Try it> All lines holding the string "stream" should be copied from the data below.

Given records: Begin

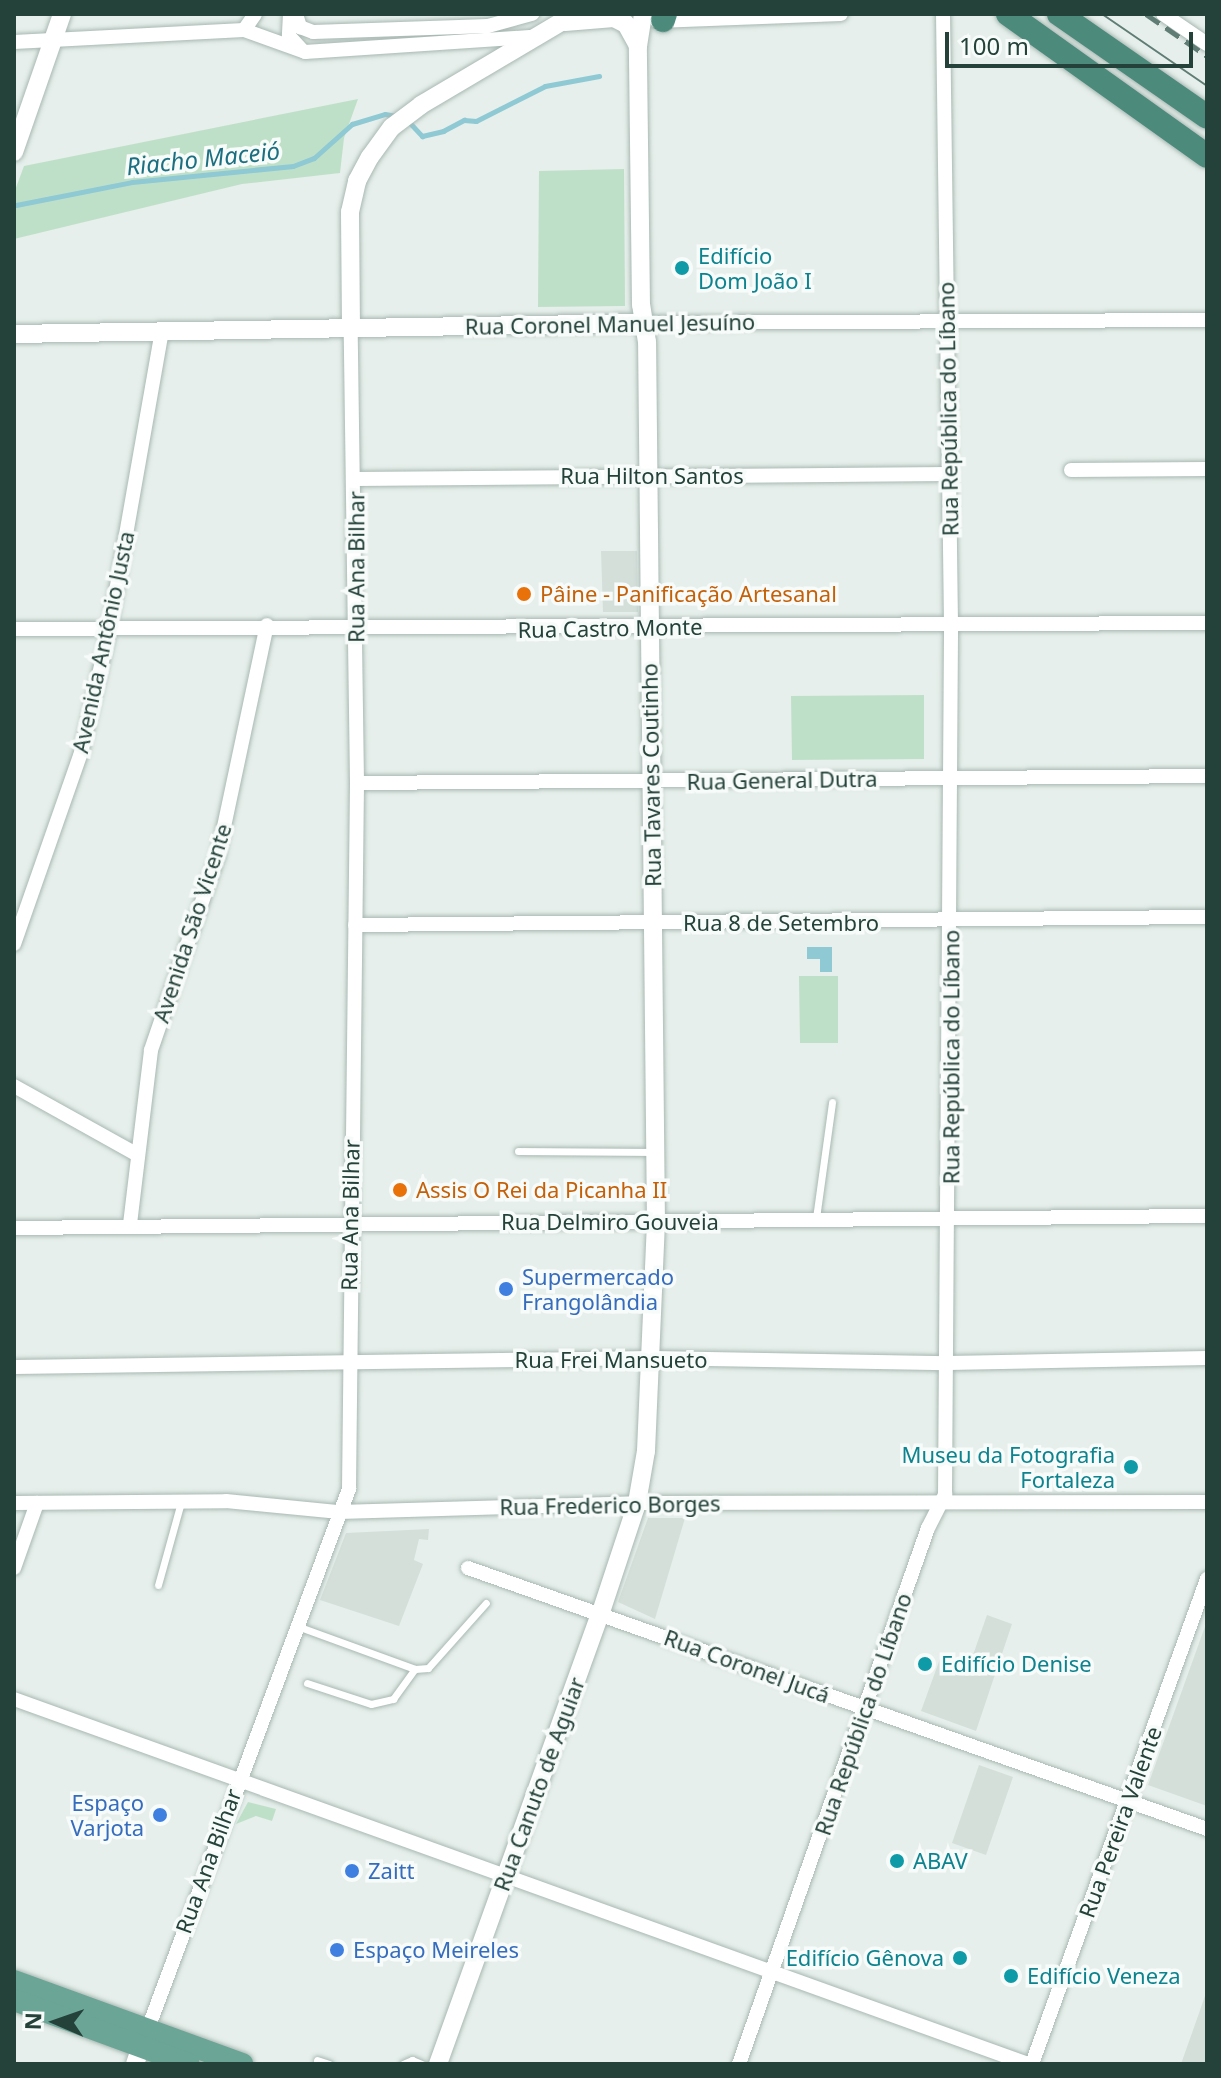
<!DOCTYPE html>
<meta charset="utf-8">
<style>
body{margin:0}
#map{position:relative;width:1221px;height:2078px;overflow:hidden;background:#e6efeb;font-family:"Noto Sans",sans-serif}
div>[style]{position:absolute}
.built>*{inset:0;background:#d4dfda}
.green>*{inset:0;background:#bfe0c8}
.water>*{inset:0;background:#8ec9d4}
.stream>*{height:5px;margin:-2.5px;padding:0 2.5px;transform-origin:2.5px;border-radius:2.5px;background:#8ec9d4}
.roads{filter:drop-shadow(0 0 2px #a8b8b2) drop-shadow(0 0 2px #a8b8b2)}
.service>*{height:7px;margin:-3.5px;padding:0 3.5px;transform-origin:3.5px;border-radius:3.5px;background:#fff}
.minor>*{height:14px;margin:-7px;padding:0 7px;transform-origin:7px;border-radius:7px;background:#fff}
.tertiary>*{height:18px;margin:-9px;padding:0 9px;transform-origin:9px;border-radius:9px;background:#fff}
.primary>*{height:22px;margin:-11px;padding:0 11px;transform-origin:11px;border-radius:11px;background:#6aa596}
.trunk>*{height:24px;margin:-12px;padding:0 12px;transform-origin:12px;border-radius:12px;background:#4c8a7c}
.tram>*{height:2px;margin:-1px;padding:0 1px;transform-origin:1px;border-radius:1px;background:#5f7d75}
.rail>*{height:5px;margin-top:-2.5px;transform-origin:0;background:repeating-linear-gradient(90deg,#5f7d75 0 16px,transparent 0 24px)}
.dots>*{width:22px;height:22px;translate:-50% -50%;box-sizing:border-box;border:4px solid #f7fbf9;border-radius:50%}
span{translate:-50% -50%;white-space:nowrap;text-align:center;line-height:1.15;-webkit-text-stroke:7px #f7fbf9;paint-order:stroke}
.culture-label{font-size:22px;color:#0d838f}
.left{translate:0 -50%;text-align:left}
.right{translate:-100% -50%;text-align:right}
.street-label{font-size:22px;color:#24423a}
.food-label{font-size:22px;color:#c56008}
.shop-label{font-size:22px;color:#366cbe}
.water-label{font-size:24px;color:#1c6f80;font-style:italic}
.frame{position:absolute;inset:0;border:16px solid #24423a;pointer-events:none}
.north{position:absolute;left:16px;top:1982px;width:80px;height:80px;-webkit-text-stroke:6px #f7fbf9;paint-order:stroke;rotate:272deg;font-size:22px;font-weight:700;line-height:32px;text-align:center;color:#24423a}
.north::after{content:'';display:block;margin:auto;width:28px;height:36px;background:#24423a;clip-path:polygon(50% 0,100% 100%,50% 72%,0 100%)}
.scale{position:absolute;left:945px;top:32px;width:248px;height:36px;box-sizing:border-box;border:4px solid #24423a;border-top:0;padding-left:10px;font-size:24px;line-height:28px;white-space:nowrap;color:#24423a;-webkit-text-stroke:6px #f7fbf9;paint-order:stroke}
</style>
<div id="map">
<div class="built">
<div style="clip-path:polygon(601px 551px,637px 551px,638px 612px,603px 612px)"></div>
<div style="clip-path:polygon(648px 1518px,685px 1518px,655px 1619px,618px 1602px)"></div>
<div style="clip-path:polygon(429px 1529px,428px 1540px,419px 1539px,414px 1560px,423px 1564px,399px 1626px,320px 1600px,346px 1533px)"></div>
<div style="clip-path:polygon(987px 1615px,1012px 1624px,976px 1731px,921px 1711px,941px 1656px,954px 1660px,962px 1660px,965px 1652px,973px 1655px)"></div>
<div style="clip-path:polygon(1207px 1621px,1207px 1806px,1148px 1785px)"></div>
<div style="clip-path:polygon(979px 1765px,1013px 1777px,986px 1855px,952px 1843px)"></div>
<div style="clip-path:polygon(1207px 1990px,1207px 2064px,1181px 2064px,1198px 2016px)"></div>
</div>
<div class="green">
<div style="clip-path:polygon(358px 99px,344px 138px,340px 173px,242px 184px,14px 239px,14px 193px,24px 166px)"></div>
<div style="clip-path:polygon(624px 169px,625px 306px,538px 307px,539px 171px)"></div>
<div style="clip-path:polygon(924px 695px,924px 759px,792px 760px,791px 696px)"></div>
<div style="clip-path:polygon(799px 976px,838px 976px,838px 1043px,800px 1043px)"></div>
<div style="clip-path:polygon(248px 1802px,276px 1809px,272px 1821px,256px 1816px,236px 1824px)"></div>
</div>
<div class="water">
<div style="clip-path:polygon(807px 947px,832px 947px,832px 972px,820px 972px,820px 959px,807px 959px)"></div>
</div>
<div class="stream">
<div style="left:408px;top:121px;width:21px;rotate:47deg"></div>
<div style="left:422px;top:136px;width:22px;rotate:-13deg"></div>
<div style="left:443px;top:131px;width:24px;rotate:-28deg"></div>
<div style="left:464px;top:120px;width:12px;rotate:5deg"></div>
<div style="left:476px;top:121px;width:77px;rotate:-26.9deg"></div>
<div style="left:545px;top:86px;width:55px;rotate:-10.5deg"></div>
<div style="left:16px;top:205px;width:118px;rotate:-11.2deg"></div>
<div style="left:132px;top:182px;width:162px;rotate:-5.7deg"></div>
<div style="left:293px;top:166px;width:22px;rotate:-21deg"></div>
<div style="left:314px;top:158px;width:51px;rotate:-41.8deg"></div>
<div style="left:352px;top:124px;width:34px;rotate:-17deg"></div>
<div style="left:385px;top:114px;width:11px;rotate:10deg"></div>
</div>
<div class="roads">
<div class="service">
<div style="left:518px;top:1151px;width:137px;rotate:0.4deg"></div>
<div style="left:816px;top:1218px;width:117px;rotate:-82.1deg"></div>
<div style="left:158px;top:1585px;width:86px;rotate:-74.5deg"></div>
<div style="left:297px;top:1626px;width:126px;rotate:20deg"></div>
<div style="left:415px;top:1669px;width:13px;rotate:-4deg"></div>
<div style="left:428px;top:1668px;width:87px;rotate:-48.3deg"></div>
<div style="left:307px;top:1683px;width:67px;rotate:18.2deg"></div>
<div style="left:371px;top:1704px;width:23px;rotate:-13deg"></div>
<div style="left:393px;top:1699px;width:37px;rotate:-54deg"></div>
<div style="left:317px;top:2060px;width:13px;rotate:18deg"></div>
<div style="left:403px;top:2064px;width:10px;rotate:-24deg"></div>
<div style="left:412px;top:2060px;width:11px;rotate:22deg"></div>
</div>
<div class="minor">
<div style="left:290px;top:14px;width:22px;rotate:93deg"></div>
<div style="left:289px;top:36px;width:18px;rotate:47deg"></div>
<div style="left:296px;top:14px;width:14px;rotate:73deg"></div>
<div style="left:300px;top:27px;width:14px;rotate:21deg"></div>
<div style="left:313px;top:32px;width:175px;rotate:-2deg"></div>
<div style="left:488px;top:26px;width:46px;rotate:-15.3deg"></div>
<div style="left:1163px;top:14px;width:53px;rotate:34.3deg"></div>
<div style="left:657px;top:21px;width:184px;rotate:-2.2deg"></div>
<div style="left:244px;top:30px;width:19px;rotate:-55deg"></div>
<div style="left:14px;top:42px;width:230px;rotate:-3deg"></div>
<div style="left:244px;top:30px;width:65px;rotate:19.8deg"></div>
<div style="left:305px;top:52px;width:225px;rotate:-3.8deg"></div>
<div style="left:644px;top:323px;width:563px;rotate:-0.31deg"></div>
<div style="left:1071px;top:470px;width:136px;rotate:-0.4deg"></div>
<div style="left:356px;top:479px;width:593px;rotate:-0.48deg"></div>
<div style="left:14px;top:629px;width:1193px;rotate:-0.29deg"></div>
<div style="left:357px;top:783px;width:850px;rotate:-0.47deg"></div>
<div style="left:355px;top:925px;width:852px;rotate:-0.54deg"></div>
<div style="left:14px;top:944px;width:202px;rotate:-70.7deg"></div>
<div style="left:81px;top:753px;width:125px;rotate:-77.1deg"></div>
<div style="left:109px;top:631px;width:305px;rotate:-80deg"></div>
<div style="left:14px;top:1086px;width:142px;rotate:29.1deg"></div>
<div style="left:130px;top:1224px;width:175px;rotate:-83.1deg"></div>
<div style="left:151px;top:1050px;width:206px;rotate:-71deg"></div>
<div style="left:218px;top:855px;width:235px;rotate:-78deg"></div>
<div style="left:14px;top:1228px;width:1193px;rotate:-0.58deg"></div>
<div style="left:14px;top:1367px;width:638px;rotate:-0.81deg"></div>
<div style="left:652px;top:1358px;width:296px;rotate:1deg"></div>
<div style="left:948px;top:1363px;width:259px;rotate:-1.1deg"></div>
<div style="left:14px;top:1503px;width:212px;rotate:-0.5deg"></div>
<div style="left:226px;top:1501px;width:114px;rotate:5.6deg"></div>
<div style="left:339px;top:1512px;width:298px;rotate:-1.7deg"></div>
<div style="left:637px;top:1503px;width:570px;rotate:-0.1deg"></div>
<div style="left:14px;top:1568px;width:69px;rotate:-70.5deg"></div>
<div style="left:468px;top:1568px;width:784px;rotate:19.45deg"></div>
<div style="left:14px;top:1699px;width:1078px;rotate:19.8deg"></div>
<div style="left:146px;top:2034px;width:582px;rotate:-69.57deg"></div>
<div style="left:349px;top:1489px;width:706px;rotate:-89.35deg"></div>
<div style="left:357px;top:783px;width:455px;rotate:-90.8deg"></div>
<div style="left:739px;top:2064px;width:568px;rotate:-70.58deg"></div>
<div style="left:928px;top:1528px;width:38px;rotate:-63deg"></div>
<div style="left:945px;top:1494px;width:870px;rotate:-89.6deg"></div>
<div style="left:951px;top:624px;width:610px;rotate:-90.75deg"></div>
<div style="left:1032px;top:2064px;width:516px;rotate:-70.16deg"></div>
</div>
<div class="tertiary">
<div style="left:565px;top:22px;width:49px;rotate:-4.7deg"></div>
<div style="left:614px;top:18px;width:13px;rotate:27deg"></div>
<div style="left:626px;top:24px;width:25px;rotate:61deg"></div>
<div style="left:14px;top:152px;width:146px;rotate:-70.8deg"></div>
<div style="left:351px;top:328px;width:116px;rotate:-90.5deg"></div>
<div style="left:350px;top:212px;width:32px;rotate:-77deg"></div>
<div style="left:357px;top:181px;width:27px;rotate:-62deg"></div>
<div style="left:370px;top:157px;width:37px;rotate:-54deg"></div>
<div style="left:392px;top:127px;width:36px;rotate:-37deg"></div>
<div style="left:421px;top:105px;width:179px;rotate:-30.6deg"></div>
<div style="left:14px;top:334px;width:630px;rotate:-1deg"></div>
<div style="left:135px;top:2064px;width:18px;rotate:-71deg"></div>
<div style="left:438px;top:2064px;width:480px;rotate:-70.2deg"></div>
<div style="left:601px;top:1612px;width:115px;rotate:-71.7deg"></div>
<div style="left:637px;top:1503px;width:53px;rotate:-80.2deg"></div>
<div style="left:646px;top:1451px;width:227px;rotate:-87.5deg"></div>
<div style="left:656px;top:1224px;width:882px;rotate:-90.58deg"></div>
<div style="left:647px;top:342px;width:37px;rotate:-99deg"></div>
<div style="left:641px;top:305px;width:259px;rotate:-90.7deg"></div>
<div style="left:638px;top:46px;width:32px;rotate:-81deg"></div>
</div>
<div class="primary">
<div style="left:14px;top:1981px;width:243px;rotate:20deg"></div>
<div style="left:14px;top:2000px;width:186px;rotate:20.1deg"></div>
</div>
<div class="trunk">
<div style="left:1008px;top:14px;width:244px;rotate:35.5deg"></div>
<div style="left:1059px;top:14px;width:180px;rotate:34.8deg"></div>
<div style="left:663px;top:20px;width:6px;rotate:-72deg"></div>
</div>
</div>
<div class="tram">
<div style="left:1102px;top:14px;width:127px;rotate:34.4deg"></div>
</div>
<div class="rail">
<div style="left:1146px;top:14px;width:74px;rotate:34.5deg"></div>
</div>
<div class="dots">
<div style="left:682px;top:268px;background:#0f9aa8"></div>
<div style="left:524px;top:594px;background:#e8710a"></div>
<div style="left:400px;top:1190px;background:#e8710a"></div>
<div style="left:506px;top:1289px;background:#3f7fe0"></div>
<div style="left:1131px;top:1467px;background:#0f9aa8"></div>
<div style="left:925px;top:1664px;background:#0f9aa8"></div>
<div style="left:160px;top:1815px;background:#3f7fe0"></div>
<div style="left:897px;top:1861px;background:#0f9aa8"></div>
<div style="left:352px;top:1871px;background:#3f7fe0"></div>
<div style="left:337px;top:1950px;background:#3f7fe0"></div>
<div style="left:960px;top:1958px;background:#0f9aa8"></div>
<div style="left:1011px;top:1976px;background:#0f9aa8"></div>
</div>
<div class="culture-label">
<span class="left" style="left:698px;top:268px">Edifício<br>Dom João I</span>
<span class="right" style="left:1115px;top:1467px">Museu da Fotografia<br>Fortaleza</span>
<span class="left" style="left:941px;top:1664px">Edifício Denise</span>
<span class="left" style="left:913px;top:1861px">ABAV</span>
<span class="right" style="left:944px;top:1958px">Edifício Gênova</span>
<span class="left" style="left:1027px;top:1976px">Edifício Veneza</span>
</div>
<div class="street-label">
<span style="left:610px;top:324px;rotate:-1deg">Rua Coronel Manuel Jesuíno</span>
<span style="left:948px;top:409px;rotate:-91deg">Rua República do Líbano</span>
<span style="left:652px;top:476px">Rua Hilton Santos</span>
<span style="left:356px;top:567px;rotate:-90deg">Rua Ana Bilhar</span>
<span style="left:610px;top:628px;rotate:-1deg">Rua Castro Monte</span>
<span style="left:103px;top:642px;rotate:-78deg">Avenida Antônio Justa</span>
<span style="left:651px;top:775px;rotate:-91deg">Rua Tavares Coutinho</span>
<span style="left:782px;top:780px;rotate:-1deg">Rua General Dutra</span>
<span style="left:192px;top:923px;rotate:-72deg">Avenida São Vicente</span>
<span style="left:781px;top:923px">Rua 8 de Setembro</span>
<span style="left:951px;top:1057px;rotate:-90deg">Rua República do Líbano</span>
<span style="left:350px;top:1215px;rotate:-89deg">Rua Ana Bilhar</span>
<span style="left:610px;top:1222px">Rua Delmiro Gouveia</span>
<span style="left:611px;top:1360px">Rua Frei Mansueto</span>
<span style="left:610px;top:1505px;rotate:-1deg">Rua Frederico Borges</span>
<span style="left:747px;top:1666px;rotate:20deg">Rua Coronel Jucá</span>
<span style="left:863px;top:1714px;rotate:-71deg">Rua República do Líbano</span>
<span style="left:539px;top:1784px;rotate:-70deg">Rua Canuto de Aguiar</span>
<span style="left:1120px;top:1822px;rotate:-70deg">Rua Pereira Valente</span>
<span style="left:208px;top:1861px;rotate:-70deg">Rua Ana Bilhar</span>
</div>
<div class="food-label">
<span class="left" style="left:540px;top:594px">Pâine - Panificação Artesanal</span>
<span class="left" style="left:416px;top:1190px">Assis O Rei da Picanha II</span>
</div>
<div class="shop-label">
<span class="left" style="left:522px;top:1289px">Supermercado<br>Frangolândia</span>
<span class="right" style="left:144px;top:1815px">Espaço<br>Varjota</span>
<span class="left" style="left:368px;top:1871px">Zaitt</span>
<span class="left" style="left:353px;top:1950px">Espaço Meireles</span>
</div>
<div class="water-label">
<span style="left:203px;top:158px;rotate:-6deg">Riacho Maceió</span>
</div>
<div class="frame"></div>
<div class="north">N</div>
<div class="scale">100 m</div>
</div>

Given records: End

Output>
.stream>*{height:5px;margin:-2.5px;padding:0 2.5px;transform-origin:2.5px;border-radius:2.5px;background:#8ec9d4}
<div class="stream">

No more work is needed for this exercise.